Ethiopia Forum

Safer and More Inclusive Universities

A forum on the role of higher education institutions play in advancing gender equality and female empowerment

President Ethiopia Forum

“Change is sweeping Africa.

Systemic barriers to gender equity are falling and a growing number of women leaders are reshaping the continent. Across the continent, women are increasingly challenging traditional norms by claiming positions of power and influence in our public arenas.”
- President of Ethiopia Sahle-Work Zewde, in a March 7 Financial Times op-ed

By Ethiopia Abebe, Director, IIE Ethiopia

Ethiopia marked a significant milestone for female leadership on the African continent when the nation elected its first female president in 2018. Promising to lift other women up and challenge discrimination, President Sahle-Work Zewde made a commitment to advance gender equality, girls’ education and female empowerment when she was appointed to the presidency.

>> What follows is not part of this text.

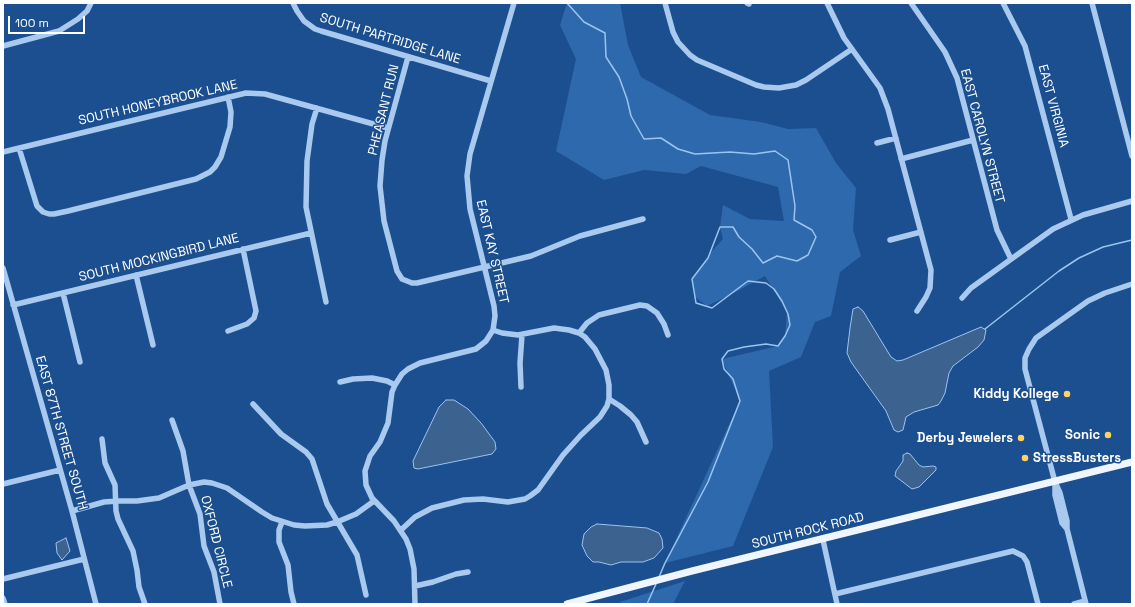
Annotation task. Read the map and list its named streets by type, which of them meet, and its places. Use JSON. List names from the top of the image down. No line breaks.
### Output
{"streets":{"main road":["SOUTH ROCK ROAD"],"street":["SOUTH PARTRIDGE LANE","SOUTH HONEYBROOK LANE","EAST VIRGINIA","PHEASANT RUN","EAST CAROLYN STREET","EAST KAY STREET","SOUTH MOCKINGBIRD LANE","EAST 87TH STREET SOUTH","OXFORD CIRCLE"]},"crossings":[["SOUTH PARTRIDGE LANE","PHEASANT RUN"],["SOUTH PARTRIDGE LANE","EAST KAY STREET"],["SOUTH HONEYBROOK LANE","PHEASANT RUN"],["PHEASANT RUN","EAST KAY STREET"],["SOUTH MOCKINGBIRD LANE","EAST 87TH STREET SOUTH"]],"places":["Kiddy Kollege","Sonic","Derby Jewelers","StressBusters"],"scale_bar":"100 m"}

IIE joins her in championing this important cause through our work with the Higher Education Readiness program in Ethiopia, in addition to other initiatives to educate and empower women and girls. Edith Cecil, IIE Senior Vice President, Government Programs; Susan Silveus, IIE Regional Director for the Middle East & Africa; and I were honored to meet with the president at the presidential palace in January to discuss IIE's work advancing educational opportunities for girls.

At the president’s request, I facilitated a forum on “Safe and Inclusive Universities," to examine how higher education institutions in Ethiopia must find solutions to make their universities safer and more inclusive for female students, teachers, students with disabilities, and the university community at large.

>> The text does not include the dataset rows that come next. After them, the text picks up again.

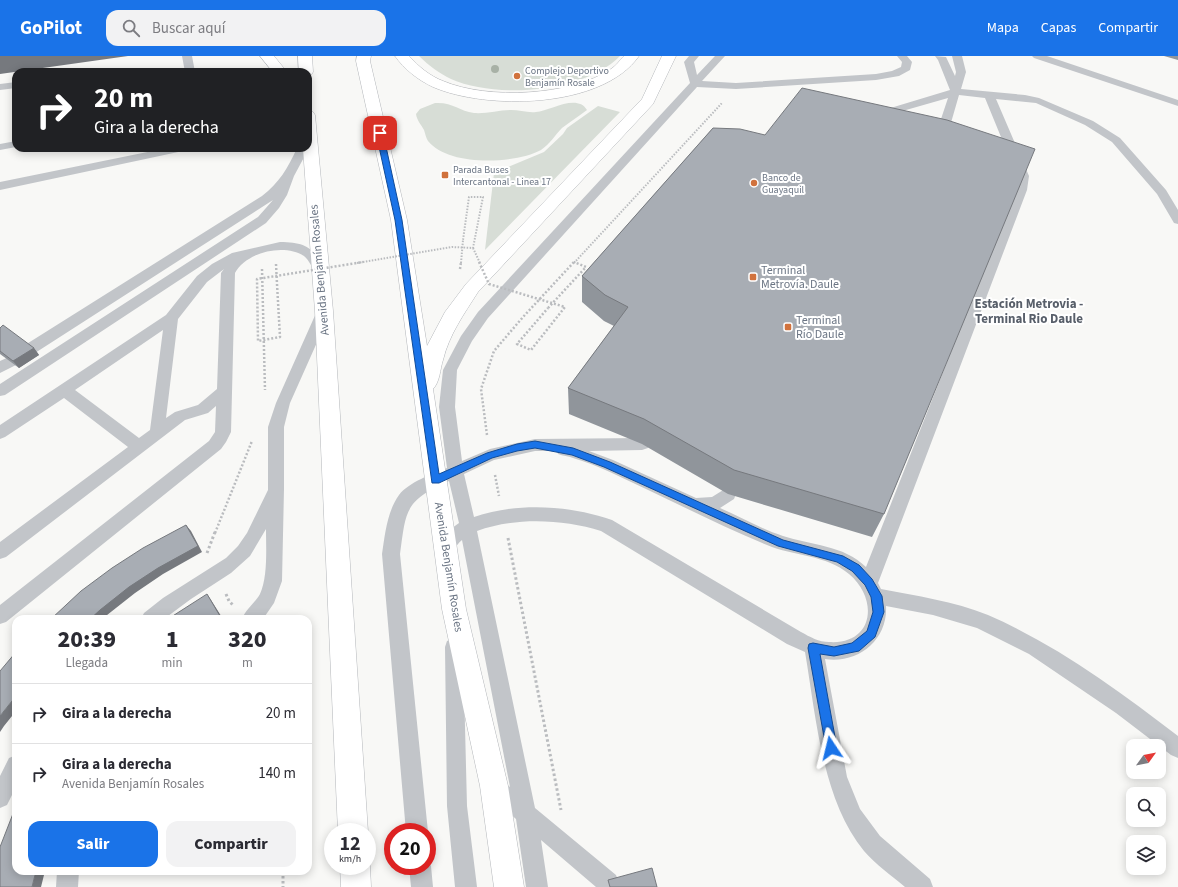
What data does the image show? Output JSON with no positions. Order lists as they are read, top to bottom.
{
  "streets": {
    "main road": ["Avenida Benjamín Rosales"]
  },
  "districts": ["Estación Metrovia - Terminal Rio Daule"],
  "places": {
    "other": ["Complejo Deportivo Benjamín Rosale", "Banco de Guayaquil"],
    "transit": ["Parada Buses Intercantonal - Linea 17", "Terminal Metrovía. Daule", "Terminal Río Daule"]
  },
  "north": "top right",
  "page": {
    "header": "GoPilot",
    "search": "Buscar aquí",
    "nav": ["Mapa", "Capas", "Compartir"],
    "turn": ["20 m", "Gira a la derecha"],
    "eta": [
      "20:39",
      "Llegada",
      "1",
      "min",
      "320",
      "m"
    ],
    "list": [
      {
        "name": "Gira a la derecha",
        "value": "20 m"
      },
      {
        "name": "Gira a la derecha",
        "note": "Avenida Benjamín Rosales",
        "value": "140 m"
      }
    ],
    "buttons": ["Salir", "Compartir"],
    "speed": "12 km/h",
    "limit": "20"
  }
}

The forum took place at the United Nations Economic Commission for Africa headquarters in Addis Ababa on February 21. In total 200 participants attended the forum, including 42 government university presidents, gender office directorates from each university, female students, female teachers, and female teachers’ association representative from each university in Ethiopia, along with experts from the Ministry of Science and Higher Education.

President Sahle-Work Zewde; Dr. Hirut W/Mariam, Minister of Science and Higher Education; and Yalem Tsegay, Minister of Women, Children and Youth, delivered opening remarks. Participants discussed current challenges they face and possible solutions to make Ethiopia's universities safer and more inclusive.

Ethiopia Forum

ON THE WAY FORWARD

Gender equality and representation at universities are inextricably linked with the social issues that impact the lives and opportunities of women. Many participants commented on the need to work with our high schools to ensure that more high achieving female students and entry of female students interested in STEM disciplines go on to university. University women made up only 30 percent of all tertiary students in 2014, according to the UNESCO Institute for Statistics.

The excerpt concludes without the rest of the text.